My phone has voice recognition. It’s just as messed up as my friend’s GPS. The first time I tried to use it to call someone, it played a song that I like. I got sidetracked, listened to the entire album and forgot to make the phone call. Sneaky phone.
I don’t completely trust machines that talk. I think that my next GPS is going to be a fairly basic model….
No talking necessary. :) And if I get lost in the wilderness it will come in far handier than a machine that would most likely tell me, ‘You really *!*#$% up! Good luck!’
I love how even the simplest things seem to require complicated instructions. Greenies Pill Pockets, for example. Nothing could be easier, in my opinion. You have this….
Seems pretty straightforward to me.
Yet, the package instructions would have one thinking otherwise….
I love how you are instructed to use the same hand holding the pill pocket to squeeze the top half closed.
I neglected to do this. I used the opposite hand and smooshed it until the pill was completely encased in the pocket. My dog didn’t have a problem with this. Apparently, she didn’t read the instructions either.
My house is completely infested with Boxelder bugs. When they first appeared about a month ago, we would see one or two. They would appear seemingly out of nowhere and sit next to me while I ate breakfast. Now there are hundreds of the little buggers. Everything I’ve read says that they ‘overwinter’ in the warm spaces of homes and sometimes make their way inside because it’s obviously warm inside your house and they believe this to be an indication that it is spring. The poor little critters are confused.
All means of eliminating them are apparently off limits because; one, they won’t really kill the ones hiding in the walls and two, dead boxelder bug carcasses will attract more invasive and destructive pests like carpet beetles. Joy.
So the number one expert-recommended line of defense against the annoying, yet innocuous, boxelder bugs inside your home is……
sweep them up.
Sweep? That’s what you do with a broom and dustpan and/or a vacuum cleaner?
‘Ain’t nobody got time for that!’
I’ll just walk around them or flick them off the counter when they try to share my breakfast. My dog sits on them and steps on them. They’re very fragile and they die when this happens.
My daughter and I were having breakfast and one had gotten a little wet and was stranded on its back. She felt sorry for it and turned it over. It began to walk along the edge of the counter, its tiny legs carefully navigating the edge of the precipice. Suddenly, it stopped, one leg poised to take the next treacherous step, and fell to the floor, dead.
I guess I will have to wait for spring for the Boxelder family to leave.
This seems like a hopeless choice, however, because apparently spring has been cancelled in north central Indiana. I’m quite sure this will be a year where we go from 32 degrees to 90 degrees and 100% humidity overnight. Hopefully, when that happens, the Boxelder Bugs will pack their bags and evacuate en masse and I will have a pest-free house. Hahahaha!
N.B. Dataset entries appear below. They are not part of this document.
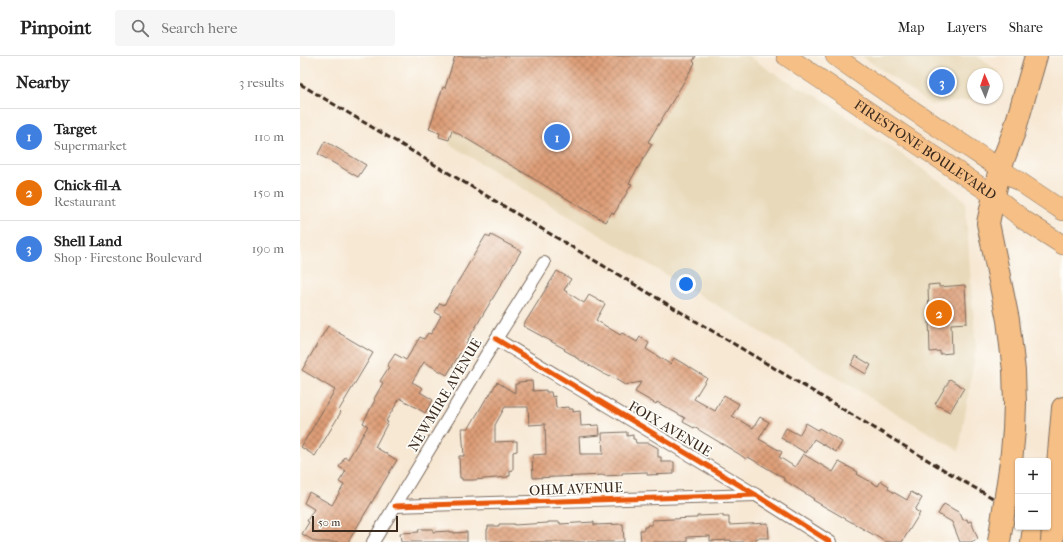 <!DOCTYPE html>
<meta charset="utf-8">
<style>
body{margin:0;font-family:"IM FELL French Canon",serif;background:#f6f6f6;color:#222}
.controls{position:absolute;right:12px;bottom:12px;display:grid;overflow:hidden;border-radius:4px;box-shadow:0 1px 3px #0004}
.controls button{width:36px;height:36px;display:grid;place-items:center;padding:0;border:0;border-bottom:1px solid #e0e0e0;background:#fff;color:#222;font:20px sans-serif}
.compass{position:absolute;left:667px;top:12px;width:36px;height:36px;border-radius:50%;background:#fff;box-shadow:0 1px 3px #0004;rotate:358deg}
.scale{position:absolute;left:12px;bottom:10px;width:86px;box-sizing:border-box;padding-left:4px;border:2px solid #3b2a1e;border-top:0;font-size:11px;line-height:14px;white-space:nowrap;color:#3b2a1e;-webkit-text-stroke:3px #fdfcf7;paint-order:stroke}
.you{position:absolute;left:386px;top:228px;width:14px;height:14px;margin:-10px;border:3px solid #fff;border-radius:50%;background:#1a73e8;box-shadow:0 0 0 6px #1a73e833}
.badge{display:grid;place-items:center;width:26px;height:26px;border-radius:50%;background:#0f766e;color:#fff;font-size:13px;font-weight:700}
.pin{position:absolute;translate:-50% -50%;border:2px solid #fff;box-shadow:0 1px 4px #0006}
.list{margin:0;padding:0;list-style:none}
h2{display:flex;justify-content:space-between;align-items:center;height:52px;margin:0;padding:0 16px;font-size:17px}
h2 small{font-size:13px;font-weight:400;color:#767676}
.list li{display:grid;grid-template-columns:26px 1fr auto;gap:12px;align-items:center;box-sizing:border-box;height:56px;padding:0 16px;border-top:1px solid #e0e0e0}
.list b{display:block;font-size:15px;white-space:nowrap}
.list p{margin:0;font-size:13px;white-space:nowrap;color:#767676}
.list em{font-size:13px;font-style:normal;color:#767676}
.icon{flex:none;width:22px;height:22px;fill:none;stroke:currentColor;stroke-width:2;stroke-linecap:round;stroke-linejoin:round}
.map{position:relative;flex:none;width:763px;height:486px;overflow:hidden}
header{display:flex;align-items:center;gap:24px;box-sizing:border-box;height:56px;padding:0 20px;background:#fff;border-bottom:1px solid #e0e0e0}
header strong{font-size:19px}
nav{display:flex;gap:22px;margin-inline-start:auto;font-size:14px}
.search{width:280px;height:36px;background:#f6f6f6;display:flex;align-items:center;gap:10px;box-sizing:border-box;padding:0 14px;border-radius:4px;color:#767676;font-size:15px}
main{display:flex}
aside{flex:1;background:#fff}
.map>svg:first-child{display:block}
.built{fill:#e8d9ba}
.building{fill:url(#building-cross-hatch)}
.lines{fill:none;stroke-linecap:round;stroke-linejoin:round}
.street-casing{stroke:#7d6c5e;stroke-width:14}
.primary-casing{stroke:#7d6c5e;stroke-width:20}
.highway-casing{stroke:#7d6c5e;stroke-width:24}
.street{stroke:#fff;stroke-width:12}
.primary{stroke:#f5bf86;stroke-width:19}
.highway{stroke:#f5bf86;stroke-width:22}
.rail{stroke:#3b2a1e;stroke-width:3;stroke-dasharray:6 3;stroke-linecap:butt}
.highway-bridge-casing{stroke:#7d6c5e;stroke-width:24;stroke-linecap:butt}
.highway-bridge{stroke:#f5bf86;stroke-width:22}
.cycleway-casing{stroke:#fdfcf7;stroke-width:8}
.cycleway{stroke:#e8590c;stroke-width:5}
.labels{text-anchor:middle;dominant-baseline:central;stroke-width:3.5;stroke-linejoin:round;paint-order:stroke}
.street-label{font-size:14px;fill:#3b2a1e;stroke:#fdfcf7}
</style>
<header>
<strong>Pinpoint</strong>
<div class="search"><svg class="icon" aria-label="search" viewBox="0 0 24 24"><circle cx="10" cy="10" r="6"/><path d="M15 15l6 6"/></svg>Search here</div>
<nav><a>Map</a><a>Layers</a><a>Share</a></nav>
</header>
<main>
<aside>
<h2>Nearby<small>3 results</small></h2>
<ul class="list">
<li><span class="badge" style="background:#3f7fe0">1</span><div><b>Target</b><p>Supermarket</p></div><em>110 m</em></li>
<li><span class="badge" style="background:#e8710a">2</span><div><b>Chick-fil-A</b><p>Restaurant</p></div><em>150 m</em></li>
<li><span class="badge" style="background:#3f7fe0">3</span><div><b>Shell Land</b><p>Shop · Firestone Boulevard</p></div><em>190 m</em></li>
</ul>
</aside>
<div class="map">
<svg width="763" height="486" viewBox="0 0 763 486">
<defs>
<pattern id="building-cross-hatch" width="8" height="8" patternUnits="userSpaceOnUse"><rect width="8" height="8" fill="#dd9d77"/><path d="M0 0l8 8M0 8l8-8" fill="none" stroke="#b48061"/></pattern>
</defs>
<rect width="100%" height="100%" fill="#fdfcf7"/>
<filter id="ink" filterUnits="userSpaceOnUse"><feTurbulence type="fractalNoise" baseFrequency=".025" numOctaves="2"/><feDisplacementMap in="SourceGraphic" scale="8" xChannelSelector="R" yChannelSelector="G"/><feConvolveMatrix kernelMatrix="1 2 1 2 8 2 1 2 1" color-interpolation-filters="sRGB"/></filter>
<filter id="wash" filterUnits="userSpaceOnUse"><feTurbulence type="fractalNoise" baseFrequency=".012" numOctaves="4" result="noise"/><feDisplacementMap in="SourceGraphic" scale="16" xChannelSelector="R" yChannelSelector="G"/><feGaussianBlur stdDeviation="0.9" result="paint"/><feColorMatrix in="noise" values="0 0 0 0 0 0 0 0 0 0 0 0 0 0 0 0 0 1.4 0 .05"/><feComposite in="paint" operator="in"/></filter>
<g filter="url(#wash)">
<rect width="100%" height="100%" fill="#f7e8d4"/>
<!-- built -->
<g class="built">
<polygon points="182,0 448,0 472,16 508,36 519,41 647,130 662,142 665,146 676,293 659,395 149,88"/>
<polygon points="562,0 677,0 700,17 697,20 697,18 673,18 673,42 674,42 672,44 631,49"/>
</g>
<g id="blocks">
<!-- building -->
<g class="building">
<polygon points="155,0 396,0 393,5 395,7 348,86 352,88 329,127 332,128 314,158 312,156 306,166 152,74 149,84 139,81 140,77 129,73 143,31 145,32"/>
<polygon points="25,85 66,109 58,121 18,98"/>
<polygon points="186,179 190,182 191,179 221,195 166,287 169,289 163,299 160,297 147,319 124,306 112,326 123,332 120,336 133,344 125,357 100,342 86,365 88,366 75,391 97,404 48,486 16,486 2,478 9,466 7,465 14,453 4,447 9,436 32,449 44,429 39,426 46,415 39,411 45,401 48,403 68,370 63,367 75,344 74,343 83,327 80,325 89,311 87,310 95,298 106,304 120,281 124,283 128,277 131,278 141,260 135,256 140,247 144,249"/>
<polygon points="257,215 271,223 264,234 284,247 289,239 305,248 296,264 320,279 322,277 337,286 340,281 349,287 346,293 370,308 374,302 407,322 394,343 415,355 424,339 439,348 432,360 453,372 460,361 469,366 459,383 482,396 479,401 495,411 503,398 533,416 539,406 558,416 557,418 578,430 581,425 589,430 588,433 607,444 611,436 622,442 615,454 620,457 602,486 586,486 513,444 514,443 484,424 484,422 448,401 446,403 439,398 394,371 394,372 383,366 385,362 357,346 356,348 335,336 341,326 325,329 310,320 309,321 275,301 275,300 264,294 265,293 223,270"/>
<polygon points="639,228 639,231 665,229 667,267 651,268 652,297 640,298 640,295 630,296 628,229"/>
<polygon points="28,270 40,277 39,277 73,297 39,354 41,356 15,400 1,391 35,334 2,314"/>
<polygon points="556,300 571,309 566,318 551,309"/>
<polygon points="650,323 664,332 650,356 635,348"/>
<polygon points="232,325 233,335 246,334 246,336 251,336 252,341 255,340 256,352 269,351 269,353 273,353 273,356 280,355 281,370 299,369 300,379 279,381 280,398 303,398 302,377 327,376 327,380 333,379 333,383 335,383 336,387 349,387 358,392 358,401 361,401 361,406 374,406 374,418 347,419 347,416 322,417 322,419 304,420 304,419 233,422 232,399 246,398 245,368 229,369 228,351 205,351 195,369 195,386 217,385 217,395 213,396 213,414 210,415 210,420 208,420 208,421 173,424 162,424 162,422 160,422 159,400 164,400 162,372 169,372 187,341 188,342 197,326 215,337 215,328 218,328 218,326"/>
<polygon points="506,367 518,374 519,372 542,386 536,396 514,383 506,397 481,382 486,372 499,379"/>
<polygon points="644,448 660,457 663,464 667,463 668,466 671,465 678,483 671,486 660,486 652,466 638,458"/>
<polygon points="423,459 423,461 429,461 429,469 468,467 469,482 456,482 456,486 431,486 431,484 410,485 410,480 387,481 387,486 341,486 340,474 344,474 344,471 347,471 347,469 352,469 352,464 394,462 397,462 397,460"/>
<polygon points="248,466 260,466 260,468 294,466 294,469 323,468 324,486 187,486 187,473 188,473 188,470 199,470 199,468 214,468 214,469 248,467"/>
<polygon points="118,473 133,473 133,476 150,475 150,476 154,476 154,477 167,476 167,486 101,486 100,477 119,476"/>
</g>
</g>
</g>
<g filter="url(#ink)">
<use href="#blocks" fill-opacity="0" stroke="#7d6c5e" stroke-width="1"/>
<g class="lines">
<!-- street casing -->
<g class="street-casing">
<g id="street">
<polyline points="196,283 456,439 530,486"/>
<polyline points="95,450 456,439"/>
<polyline points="73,486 196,283 244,207"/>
</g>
</g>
<!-- primary casing -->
<g class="primary-casing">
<g id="primary">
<path id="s1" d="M486 0 693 139 724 164 763 189"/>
<path d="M535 0C609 54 687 103 763 155"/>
</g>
</g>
<!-- highway casing -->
<g class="highway-casing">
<g id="highway">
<polyline points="711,406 714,374 715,347 714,315 708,264 688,167 700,112 714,76 736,0"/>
<polyline points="755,441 763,352"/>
<polyline points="732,486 734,471"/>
</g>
</g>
<!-- street -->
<use href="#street" class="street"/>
<!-- primary -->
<use href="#primary" class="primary"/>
<!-- highway -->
<use href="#highway" class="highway"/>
<!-- rail -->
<g class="rail">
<polyline points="0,28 666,427 718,456"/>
<polyline points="744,471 763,482"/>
</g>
<!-- highway-bridge casing -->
<g class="highway-bridge-casing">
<g id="highway-bridge">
<polyline points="699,486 711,406"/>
<polyline points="752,486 755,441"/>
</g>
</g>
<!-- highway-bridge -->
<use href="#highway-bridge" class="highway-bridge"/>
<!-- cycleway casing -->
<g class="cycleway-casing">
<g id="cycleway">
<polyline points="196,283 456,439 530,486"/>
<polyline points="95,450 456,439"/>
</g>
</g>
<!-- cycleway -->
<use href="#cycleway" class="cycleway"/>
</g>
</g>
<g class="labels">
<!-- street labels -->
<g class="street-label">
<text stroke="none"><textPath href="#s1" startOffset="168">FIRESTONE BOULEVARD</textPath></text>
<text transform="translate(145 339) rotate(-59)">NEWMIRE AVENUE</text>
<text transform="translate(370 373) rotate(31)">FOIX AVENUE</text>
<text transform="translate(276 433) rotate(-2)">OHM AVENUE</text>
</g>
</g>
</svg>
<div class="controls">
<button>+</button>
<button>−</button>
</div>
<svg class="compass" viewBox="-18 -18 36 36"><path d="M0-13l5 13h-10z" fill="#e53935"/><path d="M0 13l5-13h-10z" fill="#767676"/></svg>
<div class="scale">50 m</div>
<div class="you"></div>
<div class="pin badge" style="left:257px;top:81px;background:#3f7fe0">1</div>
<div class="pin badge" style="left:639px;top:257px;background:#e8710a">2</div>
<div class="pin badge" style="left:642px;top:26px;background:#3f7fe0">3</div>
</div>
</main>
My house is over a hundred years old. I’m pretty sure the walls are teeming with all manner of lovely pests ready to take the place of the Boxelder.
I can hardly wait.
I love glass and almost anything made of glass. I have a huge collection of old glass insulators. I wish I had one in every color, especially a red one. But the most exotic one I own is a deep purple. The one in the photo is a garden-variety aqua color. Like most things old and rare, glass insulators and glass items are highly collectible. I was obsessed with them for a while. I used to walk rail lines in search of them. I went to every antique and thrift store in central Indiana in search of them. There’s just something comforting about the nature and feel of a solid piece of glass in a world filled with plastic.